Stored data entries
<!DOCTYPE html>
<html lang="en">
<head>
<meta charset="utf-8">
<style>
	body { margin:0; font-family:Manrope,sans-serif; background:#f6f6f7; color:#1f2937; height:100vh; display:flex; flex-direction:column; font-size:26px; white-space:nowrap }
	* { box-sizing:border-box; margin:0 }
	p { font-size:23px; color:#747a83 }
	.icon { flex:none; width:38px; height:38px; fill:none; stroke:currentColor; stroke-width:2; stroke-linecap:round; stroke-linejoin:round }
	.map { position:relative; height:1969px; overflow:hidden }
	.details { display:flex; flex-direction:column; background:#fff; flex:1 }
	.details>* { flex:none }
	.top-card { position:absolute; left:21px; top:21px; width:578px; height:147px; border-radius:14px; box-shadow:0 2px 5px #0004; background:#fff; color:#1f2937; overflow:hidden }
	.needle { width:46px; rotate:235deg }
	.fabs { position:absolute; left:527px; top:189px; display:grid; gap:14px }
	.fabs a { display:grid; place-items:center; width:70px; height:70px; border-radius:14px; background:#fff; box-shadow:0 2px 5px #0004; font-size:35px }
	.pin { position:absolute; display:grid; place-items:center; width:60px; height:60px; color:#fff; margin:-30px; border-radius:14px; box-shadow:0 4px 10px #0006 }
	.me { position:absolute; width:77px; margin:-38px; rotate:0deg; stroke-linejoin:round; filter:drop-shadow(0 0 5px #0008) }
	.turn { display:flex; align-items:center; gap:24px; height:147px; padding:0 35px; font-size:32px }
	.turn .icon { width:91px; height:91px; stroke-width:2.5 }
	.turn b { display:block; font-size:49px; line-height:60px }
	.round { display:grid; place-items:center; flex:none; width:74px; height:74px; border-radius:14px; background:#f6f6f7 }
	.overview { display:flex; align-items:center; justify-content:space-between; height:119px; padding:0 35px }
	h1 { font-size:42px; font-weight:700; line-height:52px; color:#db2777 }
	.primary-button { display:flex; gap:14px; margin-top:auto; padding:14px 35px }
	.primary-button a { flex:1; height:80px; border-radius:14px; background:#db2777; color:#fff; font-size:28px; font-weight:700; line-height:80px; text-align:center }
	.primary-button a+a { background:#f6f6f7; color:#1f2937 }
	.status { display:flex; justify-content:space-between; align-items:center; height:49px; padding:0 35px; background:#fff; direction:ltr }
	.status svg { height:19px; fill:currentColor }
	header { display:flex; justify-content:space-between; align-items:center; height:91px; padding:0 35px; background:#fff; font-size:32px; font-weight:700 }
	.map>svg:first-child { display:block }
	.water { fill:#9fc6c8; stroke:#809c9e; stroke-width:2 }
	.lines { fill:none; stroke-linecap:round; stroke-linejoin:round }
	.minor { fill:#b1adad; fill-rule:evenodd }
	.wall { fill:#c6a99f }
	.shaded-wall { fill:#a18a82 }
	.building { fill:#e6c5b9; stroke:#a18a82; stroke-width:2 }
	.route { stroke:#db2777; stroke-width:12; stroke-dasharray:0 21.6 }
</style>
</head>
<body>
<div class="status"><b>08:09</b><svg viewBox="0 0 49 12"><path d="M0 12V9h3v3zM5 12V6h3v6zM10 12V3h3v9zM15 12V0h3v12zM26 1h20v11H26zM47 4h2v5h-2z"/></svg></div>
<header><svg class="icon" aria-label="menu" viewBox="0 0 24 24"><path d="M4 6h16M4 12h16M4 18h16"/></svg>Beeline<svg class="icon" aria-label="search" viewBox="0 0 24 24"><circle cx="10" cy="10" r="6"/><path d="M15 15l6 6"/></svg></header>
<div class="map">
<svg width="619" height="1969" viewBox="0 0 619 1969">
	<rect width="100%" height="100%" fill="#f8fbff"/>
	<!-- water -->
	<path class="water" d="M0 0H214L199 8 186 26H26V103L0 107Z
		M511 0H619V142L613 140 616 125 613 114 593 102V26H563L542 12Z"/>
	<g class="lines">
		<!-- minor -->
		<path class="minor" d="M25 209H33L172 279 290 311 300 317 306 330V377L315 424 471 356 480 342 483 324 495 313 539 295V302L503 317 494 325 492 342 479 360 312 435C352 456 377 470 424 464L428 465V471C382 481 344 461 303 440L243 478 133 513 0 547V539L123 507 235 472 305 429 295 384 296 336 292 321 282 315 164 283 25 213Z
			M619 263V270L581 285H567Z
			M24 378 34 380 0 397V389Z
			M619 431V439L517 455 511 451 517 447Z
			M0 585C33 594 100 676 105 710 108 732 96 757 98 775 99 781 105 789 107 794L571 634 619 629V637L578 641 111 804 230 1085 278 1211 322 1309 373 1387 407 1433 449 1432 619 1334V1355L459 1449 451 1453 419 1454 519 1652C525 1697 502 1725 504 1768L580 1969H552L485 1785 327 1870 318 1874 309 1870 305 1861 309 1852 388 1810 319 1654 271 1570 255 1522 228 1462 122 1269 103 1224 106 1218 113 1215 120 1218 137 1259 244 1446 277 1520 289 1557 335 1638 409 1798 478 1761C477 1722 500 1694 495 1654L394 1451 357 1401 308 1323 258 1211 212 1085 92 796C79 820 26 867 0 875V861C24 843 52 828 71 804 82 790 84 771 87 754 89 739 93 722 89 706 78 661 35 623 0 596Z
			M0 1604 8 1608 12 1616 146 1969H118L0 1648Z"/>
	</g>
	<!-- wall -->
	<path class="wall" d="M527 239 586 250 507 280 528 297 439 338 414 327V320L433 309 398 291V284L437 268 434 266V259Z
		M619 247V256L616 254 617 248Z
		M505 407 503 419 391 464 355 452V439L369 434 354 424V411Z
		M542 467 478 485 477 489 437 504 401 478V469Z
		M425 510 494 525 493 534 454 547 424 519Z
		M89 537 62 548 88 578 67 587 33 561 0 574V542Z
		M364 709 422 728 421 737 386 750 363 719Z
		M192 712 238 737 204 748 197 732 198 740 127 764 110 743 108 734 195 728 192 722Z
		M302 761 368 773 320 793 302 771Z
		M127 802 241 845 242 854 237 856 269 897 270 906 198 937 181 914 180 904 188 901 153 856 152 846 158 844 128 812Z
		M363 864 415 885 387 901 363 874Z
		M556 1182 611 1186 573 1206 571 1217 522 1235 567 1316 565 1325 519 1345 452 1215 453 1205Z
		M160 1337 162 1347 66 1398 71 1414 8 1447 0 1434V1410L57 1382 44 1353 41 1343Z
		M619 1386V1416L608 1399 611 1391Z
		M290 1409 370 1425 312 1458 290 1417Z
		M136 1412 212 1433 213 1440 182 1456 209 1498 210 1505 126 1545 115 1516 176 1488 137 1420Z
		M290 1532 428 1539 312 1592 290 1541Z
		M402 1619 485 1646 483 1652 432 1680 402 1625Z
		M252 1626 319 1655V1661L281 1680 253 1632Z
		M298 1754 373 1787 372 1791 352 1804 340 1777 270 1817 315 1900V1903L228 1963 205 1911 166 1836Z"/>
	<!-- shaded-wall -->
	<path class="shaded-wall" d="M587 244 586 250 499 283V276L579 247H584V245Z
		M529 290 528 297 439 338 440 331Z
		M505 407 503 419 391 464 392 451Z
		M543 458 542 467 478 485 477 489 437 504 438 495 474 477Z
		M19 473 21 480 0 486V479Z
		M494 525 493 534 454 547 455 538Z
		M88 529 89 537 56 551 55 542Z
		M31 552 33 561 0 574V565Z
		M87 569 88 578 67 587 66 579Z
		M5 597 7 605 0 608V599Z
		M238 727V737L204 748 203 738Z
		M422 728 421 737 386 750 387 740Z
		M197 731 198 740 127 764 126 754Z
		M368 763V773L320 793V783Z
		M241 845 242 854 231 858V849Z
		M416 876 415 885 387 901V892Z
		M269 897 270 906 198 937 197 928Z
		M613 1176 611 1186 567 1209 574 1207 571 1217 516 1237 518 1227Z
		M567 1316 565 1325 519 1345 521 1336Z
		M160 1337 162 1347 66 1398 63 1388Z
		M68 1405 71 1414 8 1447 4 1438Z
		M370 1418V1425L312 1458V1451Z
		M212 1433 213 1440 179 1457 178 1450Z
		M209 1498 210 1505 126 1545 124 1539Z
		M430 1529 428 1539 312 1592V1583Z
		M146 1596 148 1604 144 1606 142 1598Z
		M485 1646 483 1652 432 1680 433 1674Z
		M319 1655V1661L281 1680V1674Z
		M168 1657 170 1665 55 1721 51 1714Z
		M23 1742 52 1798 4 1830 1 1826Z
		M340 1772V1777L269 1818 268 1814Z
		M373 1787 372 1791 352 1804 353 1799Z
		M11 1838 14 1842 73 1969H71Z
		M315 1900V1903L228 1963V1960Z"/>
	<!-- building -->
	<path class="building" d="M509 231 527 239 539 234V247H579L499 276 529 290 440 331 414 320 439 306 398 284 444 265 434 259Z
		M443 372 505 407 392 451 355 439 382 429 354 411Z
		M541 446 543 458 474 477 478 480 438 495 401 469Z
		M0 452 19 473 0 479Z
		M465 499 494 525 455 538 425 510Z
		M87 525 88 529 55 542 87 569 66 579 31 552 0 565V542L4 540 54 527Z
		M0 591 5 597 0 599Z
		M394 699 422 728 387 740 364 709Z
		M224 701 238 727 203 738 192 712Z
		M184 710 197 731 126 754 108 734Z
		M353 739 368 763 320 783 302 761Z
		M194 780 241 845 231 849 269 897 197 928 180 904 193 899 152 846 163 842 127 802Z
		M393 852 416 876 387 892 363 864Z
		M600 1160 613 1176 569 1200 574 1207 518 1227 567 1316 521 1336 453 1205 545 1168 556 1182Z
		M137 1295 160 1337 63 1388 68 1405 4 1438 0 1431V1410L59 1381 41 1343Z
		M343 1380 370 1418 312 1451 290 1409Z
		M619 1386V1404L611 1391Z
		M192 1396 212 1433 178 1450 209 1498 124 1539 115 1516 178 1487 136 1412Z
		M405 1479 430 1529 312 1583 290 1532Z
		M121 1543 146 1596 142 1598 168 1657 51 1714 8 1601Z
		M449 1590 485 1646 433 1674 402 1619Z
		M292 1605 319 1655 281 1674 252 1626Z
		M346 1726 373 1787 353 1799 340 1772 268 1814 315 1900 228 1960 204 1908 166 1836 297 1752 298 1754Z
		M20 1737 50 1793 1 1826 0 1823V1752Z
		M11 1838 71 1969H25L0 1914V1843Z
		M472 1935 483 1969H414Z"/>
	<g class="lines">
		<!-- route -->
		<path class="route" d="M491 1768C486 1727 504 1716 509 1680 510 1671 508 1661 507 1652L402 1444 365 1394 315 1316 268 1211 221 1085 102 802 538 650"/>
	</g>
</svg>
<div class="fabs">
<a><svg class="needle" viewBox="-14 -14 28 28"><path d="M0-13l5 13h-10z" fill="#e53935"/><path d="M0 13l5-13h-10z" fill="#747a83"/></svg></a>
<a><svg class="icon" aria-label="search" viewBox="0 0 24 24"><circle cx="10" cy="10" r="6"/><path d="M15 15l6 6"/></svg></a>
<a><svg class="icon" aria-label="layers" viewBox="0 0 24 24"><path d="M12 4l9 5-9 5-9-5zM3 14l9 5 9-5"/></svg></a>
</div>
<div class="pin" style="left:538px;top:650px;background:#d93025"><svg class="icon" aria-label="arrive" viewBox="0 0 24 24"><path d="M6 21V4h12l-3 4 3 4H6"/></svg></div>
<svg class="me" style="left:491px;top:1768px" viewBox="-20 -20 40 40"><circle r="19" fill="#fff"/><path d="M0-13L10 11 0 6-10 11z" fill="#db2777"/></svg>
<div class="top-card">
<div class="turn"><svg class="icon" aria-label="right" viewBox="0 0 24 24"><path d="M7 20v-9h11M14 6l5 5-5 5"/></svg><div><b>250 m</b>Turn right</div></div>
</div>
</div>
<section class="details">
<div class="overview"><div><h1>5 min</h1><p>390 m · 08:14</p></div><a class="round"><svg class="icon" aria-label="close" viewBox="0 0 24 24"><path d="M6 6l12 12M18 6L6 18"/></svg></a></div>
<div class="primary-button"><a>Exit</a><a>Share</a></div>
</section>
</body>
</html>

Work task: Looking at the data above, return every line from the one with "M619 247V256L616 254 617 248Z" down to the one with "M422 728 421 737 386 750 387 740Z", exactly and inclusively.

Solution to this exercise:
		M619 247V256L616 254 617 248Z
		M505 407 503 419 391 464 355 452V439L369 434 354 424V411Z
		M542 467 478 485 477 489 437 504 401 478V469Z
		M425 510 494 525 493 534 454 547 424 519Z
		M89 537 62 548 88 578 67 587 33 561 0 574V542Z
		M364 709 422 728 421 737 386 750 363 719Z
		M192 712 238 737 204 748 197 732 198 740 127 764 110 743 108 734 195 728 192 722Z
		M302 761 368 773 320 793 302 771Z
		M127 802 241 845 242 854 237 856 269 897 270 906 198 937 181 914 180 904 188 901 153 856 152 846 158 844 128 812Z
		M363 864 415 885 387 901 363 874Z
		M556 1182 611 1186 573 1206 571 1217 522 1235 567 1316 565 1325 519 1345 452 1215 453 1205Z
		M160 1337 162 1347 66 1398 71 1414 8 1447 0 1434V1410L57 1382 44 1353 41 1343Z
		M619 1386V1416L608 1399 611 1391Z
		M290 1409 370 1425 312 1458 290 1417Z
		M136 1412 212 1433 213 1440 182 1456 209 1498 210 1505 126 1545 115 1516 176 1488 137 1420Z
		M290 1532 428 1539 312 1592 290 1541Z
		M402 1619 485 1646 483 1652 432 1680 402 1625Z
		M252 1626 319 1655V1661L281 1680 253 1632Z
		M298 1754 373 1787 372 1791 352 1804 340 1777 270 1817 315 1900V1903L228 1963 205 1911 166 1836Z"/>
	<!-- shaded-wall -->
	<path class="shaded-wall" d="M587 244 586 250 499 283V276L579 247H584V245Z
		M529 290 528 297 439 338 440 331Z
		M505 407 503 419 391 464 392 451Z
		M543 458 542 467 478 485 477 489 437 504 438 495 474 477Z
		M19 473 21 480 0 486V479Z
		M494 525 493 534 454 547 455 538Z
		M88 529 89 537 56 551 55 542Z
		M31 552 33 561 0 574V565Z
		M87 569 88 578 67 587 66 579Z
		M5 597 7 605 0 608V599Z
		M238 727V737L204 748 203 738Z
		M422 728 421 737 386 750 387 740Z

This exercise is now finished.